Valton Simpson, health, safety and environmental engineering manager at CHEC, told the Jamaica Observer last week that aspects of the project were nearing completion.
“We have completed most of the construction activities that would have been impacted by prolonged and extensive rainfall, like the construction of the bridges and so on and the necessary slope stabilisation work on the fill embankments. What we are basically doing now is the laying of asphalt. Most of the first layer is already completed. We are presently in some sections putting on the wearing course that is the final asphalt layer,” he said.
“We are approximately 92 per cent complete and we are working very hard to meet the new deadline, which will be August of this year,” added Simpson.
Newly installed signs were among the infrastructure observed during a tour of the highway by the Sunday Observer.
In Manchester, the highway project is advancing uphill, with eastbound traffic as of mid-2022, being diverted from the Melrose Hill Bypass to the Old Melrose Hill Road to facilitate the construction.
When asked how soon work on the Melrose Hill Bypass will be completed to allow eastbound traffic, Simpson cautiously explained that CHEC was moving apace there.
“I don’t want to give you a definite completion date, but we are working very assiduously to see if we can complete it in the shortest possible time to facilitate both the westbound and the eastbound lanes,” he said.
Errol Mortley, environmental manager at the National Road Operating & Constructing Company (NROCC), which is responsible for overseeing the design, construction and maintenance of Jamaica’s highways, said as soon as the roadworks are completed on the bypass, permission will be sought from the National Works Agency (NWA) to allow eastbound traffic.
“We want it as soon as possible, but we want to make sure that all of the road markings and other facilities are there and we get the permission from the NWA to do so…We want it to be a safe corridor, so that we can minimise poor driver behaviour and crashes,” he said.
Prime Minister Andrew Holness in his 2023/2024 Budget debate presentation said the Government of Jamaica owns the May Pen to Williamsfield leg of the highway.
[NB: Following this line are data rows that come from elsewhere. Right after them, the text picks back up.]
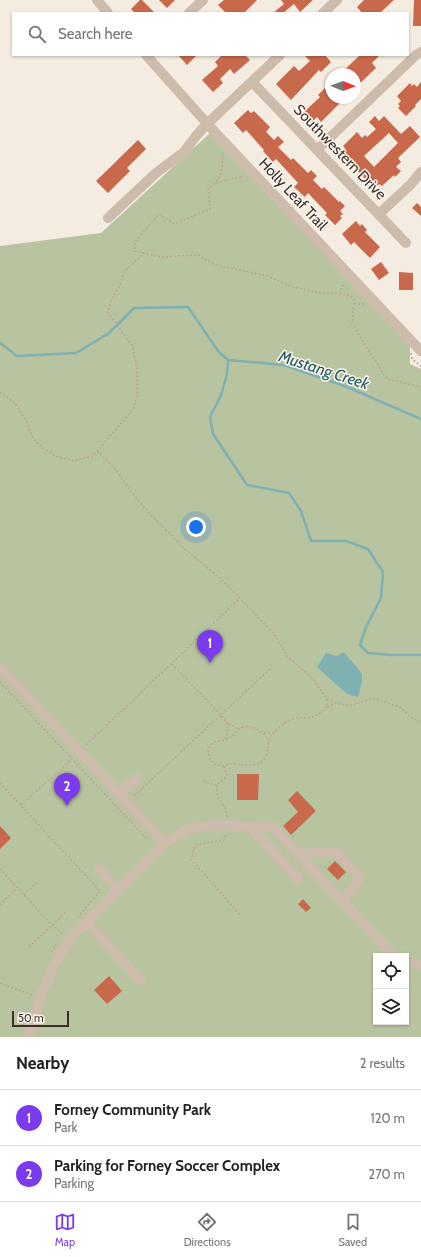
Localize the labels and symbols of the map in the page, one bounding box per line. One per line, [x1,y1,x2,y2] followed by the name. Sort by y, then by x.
[325,68,361,104] north arrow
[290,101,390,204] street label: Southwestern Drive
[255,154,331,234] street label: Holly Leaf Trail
[276,346,373,394] water label: Mustang Creek
[186,517,206,537] your location
[197,630,223,663] pin: 1
[54,773,80,806] pin: 2
[12,1009,69,1028] scale bar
“After the construction is finalised the highway will be the property of the Government of Jamaica, it will be a tolled highway and therefore the Government will negotiate a concession for its operation, but the Government owns the highway,” said Holness.
The highway project includes the design and construction of approximately 23 kilometres of a four-lane, arterial divided highway on a new alignment and the upgrading of approximately five kilometres of the existing Melrose Hill Bypass to a four-lane, rural, arterial divided highway.
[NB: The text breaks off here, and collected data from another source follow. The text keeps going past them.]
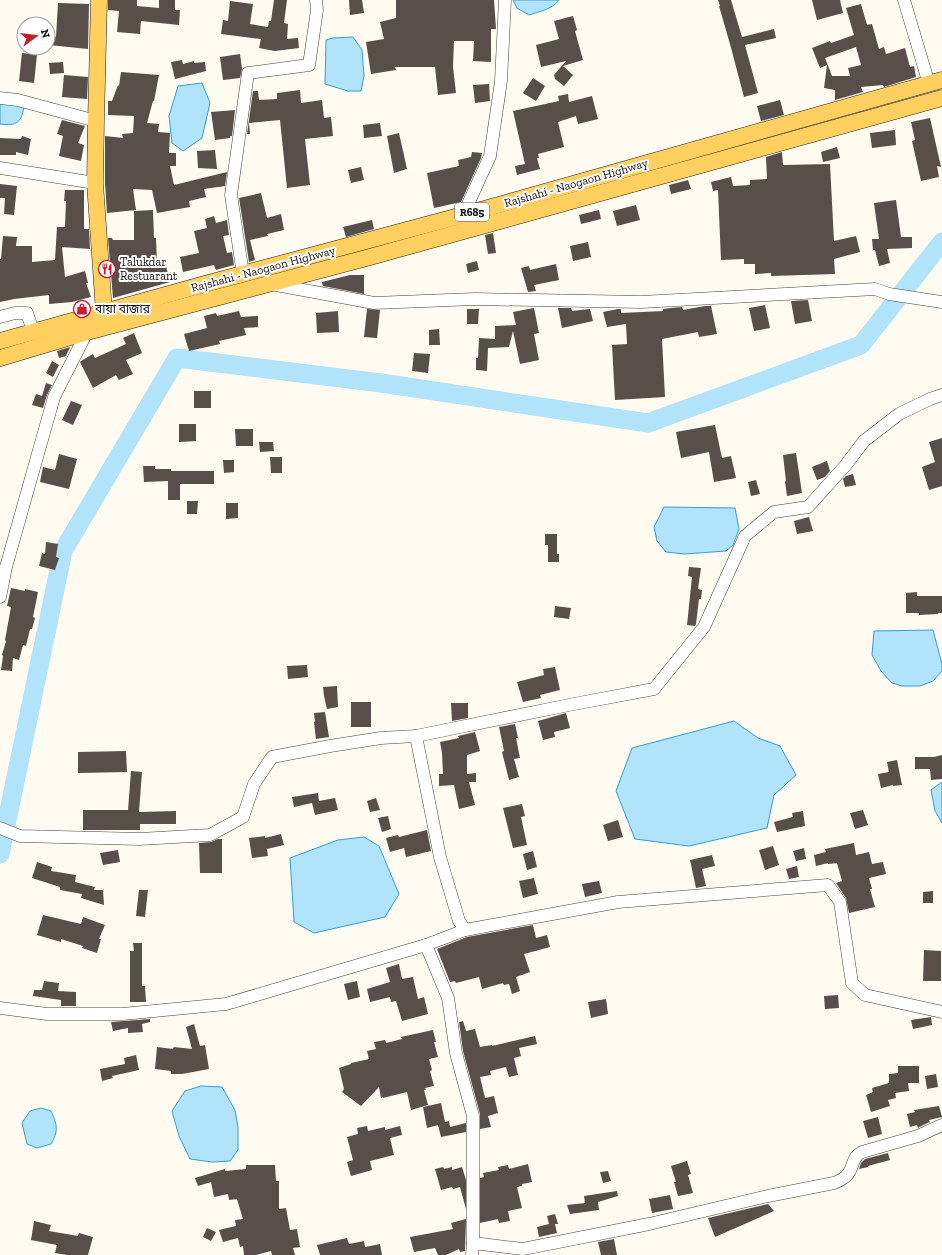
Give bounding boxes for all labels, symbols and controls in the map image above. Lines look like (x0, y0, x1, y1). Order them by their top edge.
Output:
north arrow (16, 16, 56, 56)
text: N (38, 28, 53, 40)
street label: Rajshahi - Naogaon Highway (503, 156, 651, 211)
road number: R685 (455, 203, 489, 221)
street label: Rajshahi - Naogaon Highway (189, 243, 338, 296)
place label: Talukdar Restuarant (120, 255, 178, 283)
restaurant icon: Talukdar Restuarant (97, 259, 117, 279)
shop icon: বায়া বাজার (72, 299, 92, 319)
place label: বায়া বাজার (94, 302, 151, 316)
The May Pen to Williamsfield leg spans major infrastructure including the Rio Minho Bridge — the largest four-lane bridge in Jamaica. CHEC will be removing the roundabout at the entrance/exit of the May Pen leg of the highway to incorporate it into the leg towards Williamsfield. An allocation was made for the building of an interchange close to a section of the Bustamante Highway for a new entrance/exit for Highway 2000.